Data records

----

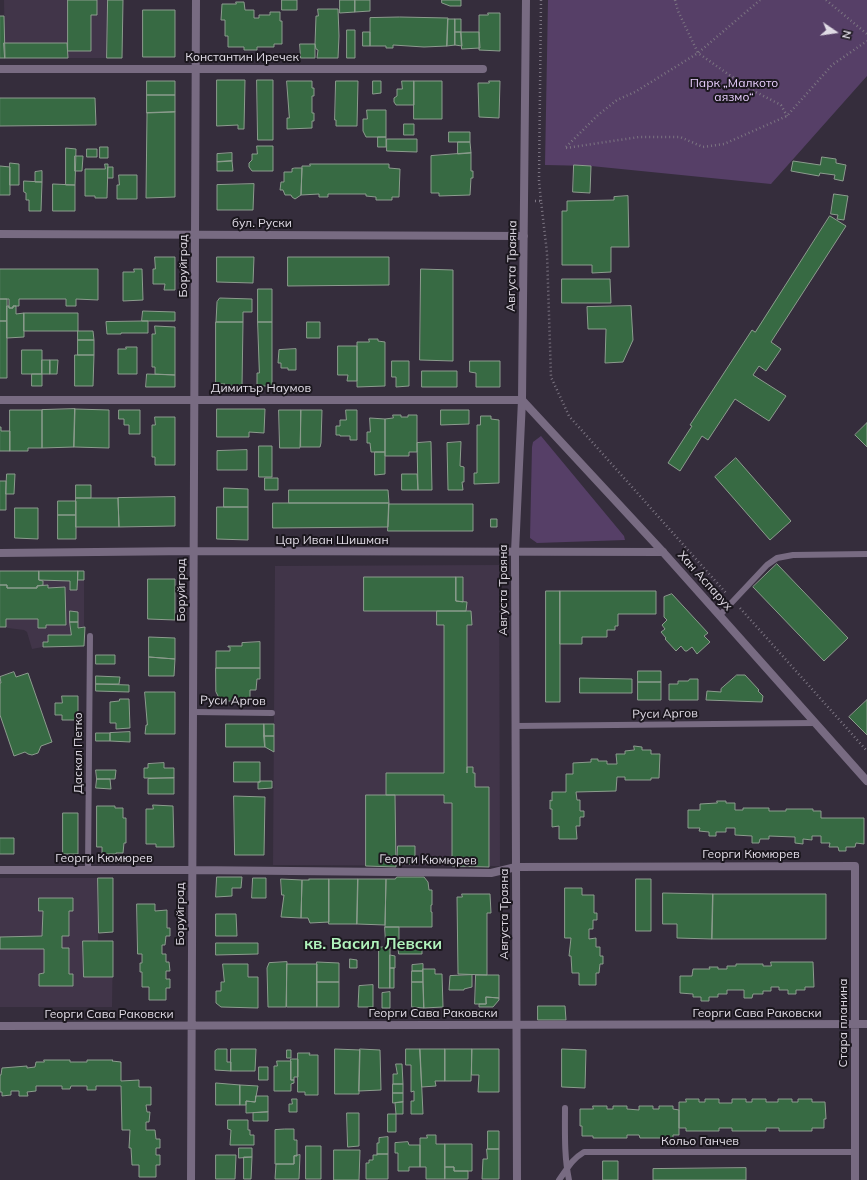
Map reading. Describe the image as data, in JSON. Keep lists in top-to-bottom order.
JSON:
{
  "streets": {
    "street": [
      "Константин Иречек",
      "бул. Руски",
      "Боруйград",
      "Августа Траяна",
      "Димитър Наумов",
      "Цар Иван Шишман",
      "Хан Аспарух",
      "Георги Кюмюрев",
      "Георги Сава Раковски",
      "Стара планина"
    ],
    "lane": ["Руси Аргов", "Даскал Петко", "Кольо Ганчев"]
  },
  "crossings": [
    ["Константин Иречек", "Боруйград"],
    ["бул. Руски", "Боруйград"],
    ["бул. Руски", "Августа Траяна"],
    ["Боруйград", "Димитър Наумов"],
    ["Боруйград", "Цар Иван Шишман"],
    ["Боруйград", "Руси Аргов"],
    ["Боруйград", "Георги Кюмюрев"],
    ["Боруйград", "Георги Сава Раковски"],
    ["Августа Траяна", "Димитър Наумов"],
    ["Августа Траяна", "Цар Иван Шишман"],
    ["Августа Траяна", "Хан Аспарух"],
    ["Августа Траяна", "Руси Аргов"],
    ["Августа Траяна", "Георги Кюмюрев"],
    ["Августа Траяна", "Георги Сава Раковски"],
    ["Димитър Наумов", "Хан Аспарух"],
    ["Цар Иван Шишман", "Хан Аспарух"],
    ["Хан Аспарух", "Руси Аргов"],
    ["Даскал Петко", "Георги Кюмюрев"],
    ["Георги Кюмюрев", "Стара планина"],
    ["Георги Сава Раковски", "Стара планина"],
    ["Стара планина", "Кольо Ганчев"]
  ],
  "districts": ["кв. Васил Левски"],
  "parks": ["Парк „Малкото аязмо“"],
  "north": "right"
}
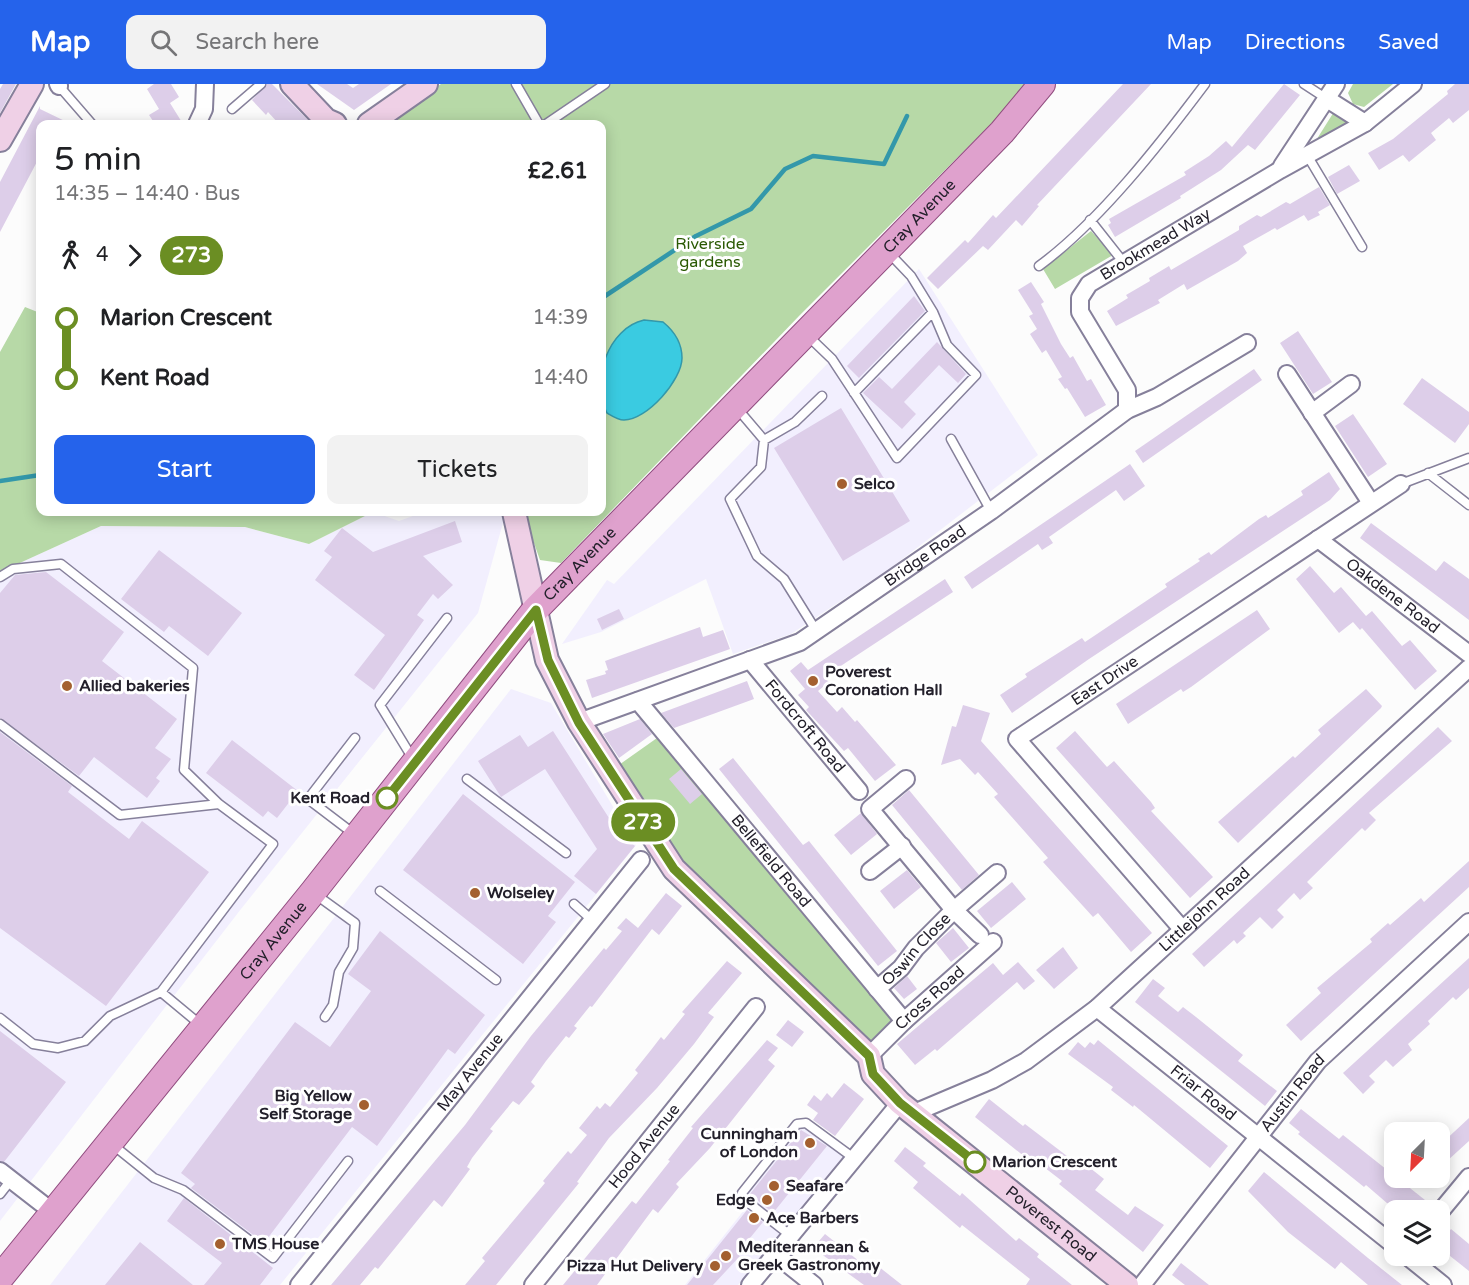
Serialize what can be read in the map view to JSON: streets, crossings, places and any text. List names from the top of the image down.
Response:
{
  "streets": {
    "main road": ["Cray Avenue"],
    "street": [
      "Brookmead Way",
      "Bridge Road",
      "Oakdene Road",
      "East Drive",
      "Fordcroft Road",
      "Bellefield Road",
      "Littlejohn Road",
      "Oswin Close",
      "Cross Road",
      "May Avenue",
      "Austin Road",
      "Friar Road",
      "Hood Avenue",
      "Poverest Road"
    ]
  },
  "crossings": [
    ["Cray Avenue", "Poverest Road"],
    ["Brookmead Way", "Bridge Road"],
    ["Bridge Road", "Fordcroft Road"],
    ["Bridge Road", "Bellefield Road"],
    ["Bridge Road", "Poverest Road"],
    ["Oakdene Road", "East Drive"],
    ["East Drive", "Littlejohn Road"],
    ["Bellefield Road", "Oswin Close"],
    ["Bellefield Road", "Cross Road"],
    ["Littlejohn Road", "Friar Road"],
    ["Littlejohn Road", "Poverest Road"],
    ["Oswin Close", "Cross Road"],
    ["Cross Road", "Poverest Road"],
    ["Austin Road", "Friar Road"]
  ],
  "parks": ["Riverside gardens"],
  "places": [
    "Selco",
    "Poverest Coronation Hall",
    "Allied bakeries",
    "Kent Road",
    "Wolseley",
    "Big Yellow Self Storage",
    "Cunningham of London",
    "Marion Crescent",
    "Seafare",
    "Edge",
    "Ace Barbers",
    "TMS House",
    "Mediterannean & Greek Gastronomy",
    "Pizza Hut Delivery"
  ],
  "lines": ["bus line 273"],
  "north": "bottom left",
  "page": {
    "header": "Map",
    "search": "Search here",
    "nav": ["Map", "Directions", "Saved"],
    "on_map": "273",
    "heading": ["5 min", "14:35 – 14:40 · Bus", "£2.61"],
    "legs": ["4", "273"],
    "list": [
      {
        "name": "Marion Crescent",
        "value": "14:39"
      },
      {
        "name": "Kent Road",
        "value": "14:40"
      }
    ],
    "buttons": ["Start", "Tickets"]
  }
}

----

Would you copy each line above exactly as given, dropping any images?

Map reading. Describe the image as data, in JSON. Keep lists in top-to-bottom order.
JSON:
{
  "streets": {
    "street": [
      "Константин Иречек",
      "бул. Руски",
      "Боруйград",
      "Августа Траяна",
      "Димитър Наумов",
      "Цар Иван Шишман",
      "Хан Аспарух",
      "Георги Кюмюрев",
      "Георги Сава Раковски",
      "Стара планина"
    ],
    "lane": ["Руси Аргов", "Даскал Петко", "Кольо Ганчев"]
  },
  "crossings": [
    ["Константин Иречек", "Боруйград"],
    ["бул. Руски", "Боруйград"],
    ["бул. Руски", "Августа Траяна"],
    ["Боруйград", "Димитър Наумов"],
    ["Боруйград", "Цар Иван Шишман"],
    ["Боруйград", "Руси Аргов"],
    ["Боруйград", "Георги Кюмюрев"],
    ["Боруйград", "Георги Сава Раковски"],
    ["Августа Траяна", "Димитър Наумов"],
    ["Августа Траяна", "Цар Иван Шишман"],
    ["Августа Траяна", "Хан Аспарух"],
    ["Августа Траяна", "Руси Аргов"],
    ["Августа Траяна", "Георги Кюмюрев"],
    ["Августа Траяна", "Георги Сава Раковски"],
    ["Димитър Наумов", "Хан Аспарух"],
    ["Цар Иван Шишман", "Хан Аспарух"],
    ["Хан Аспарух", "Руси Аргов"],
    ["Даскал Петко", "Георги Кюмюрев"],
    ["Георги Кюмюрев", "Стара планина"],
    ["Георги Сава Раковски", "Стара планина"],
    ["Стара планина", "Кольо Ганчев"]
  ],
  "districts": ["кв. Васил Левски"],
  "parks": ["Парк „Малкото аязмо“"],
  "north": "right"
}
Serialize what can be read in the map view to JSON: streets, crossings, places and any text. List names from the top of the image down.
Response:
{
  "streets": {
    "main road": ["Cray Avenue"],
    "street": [
      "Brookmead Way",
      "Bridge Road",
      "Oakdene Road",
      "East Drive",
      "Fordcroft Road",
      "Bellefield Road",
      "Littlejohn Road",
      "Oswin Close",
      "Cross Road",
      "May Avenue",
      "Austin Road",
      "Friar Road",
      "Hood Avenue",
      "Poverest Road"
    ]
  },
  "crossings": [
    ["Cray Avenue", "Poverest Road"],
    ["Brookmead Way", "Bridge Road"],
    ["Bridge Road", "Fordcroft Road"],
    ["Bridge Road", "Bellefield Road"],
    ["Bridge Road", "Poverest Road"],
    ["Oakdene Road", "East Drive"],
    ["East Drive", "Littlejohn Road"],
    ["Bellefield Road", "Oswin Close"],
    ["Bellefield Road", "Cross Road"],
    ["Littlejohn Road", "Friar Road"],
    ["Littlejohn Road", "Poverest Road"],
    ["Oswin Close", "Cross Road"],
    ["Cross Road", "Poverest Road"],
    ["Austin Road", "Friar Road"]
  ],
  "parks": ["Riverside gardens"],
  "places": [
    "Selco",
    "Poverest Coronation Hall",
    "Allied bakeries",
    "Kent Road",
    "Wolseley",
    "Big Yellow Self Storage",
    "Cunningham of London",
    "Marion Crescent",
    "Seafare",
    "Edge",
    "Ace Barbers",
    "TMS House",
    "Mediterannean & Greek Gastronomy",
    "Pizza Hut Delivery"
  ],
  "lines": ["bus line 273"],
  "north": "bottom left",
  "page": {
    "header": "Map",
    "search": "Search here",
    "nav": ["Map", "Directions", "Saved"],
    "on_map": "273",
    "heading": ["5 min", "14:35 – 14:40 · Bus", "£2.61"],
    "legs": ["4", "273"],
    "list": [
      {
        "name": "Marion Crescent",
        "value": "14:39"
      },
      {
        "name": "Kent Road",
        "value": "14:40"
      }
    ],
    "buttons": ["Start", "Tickets"]
  }
}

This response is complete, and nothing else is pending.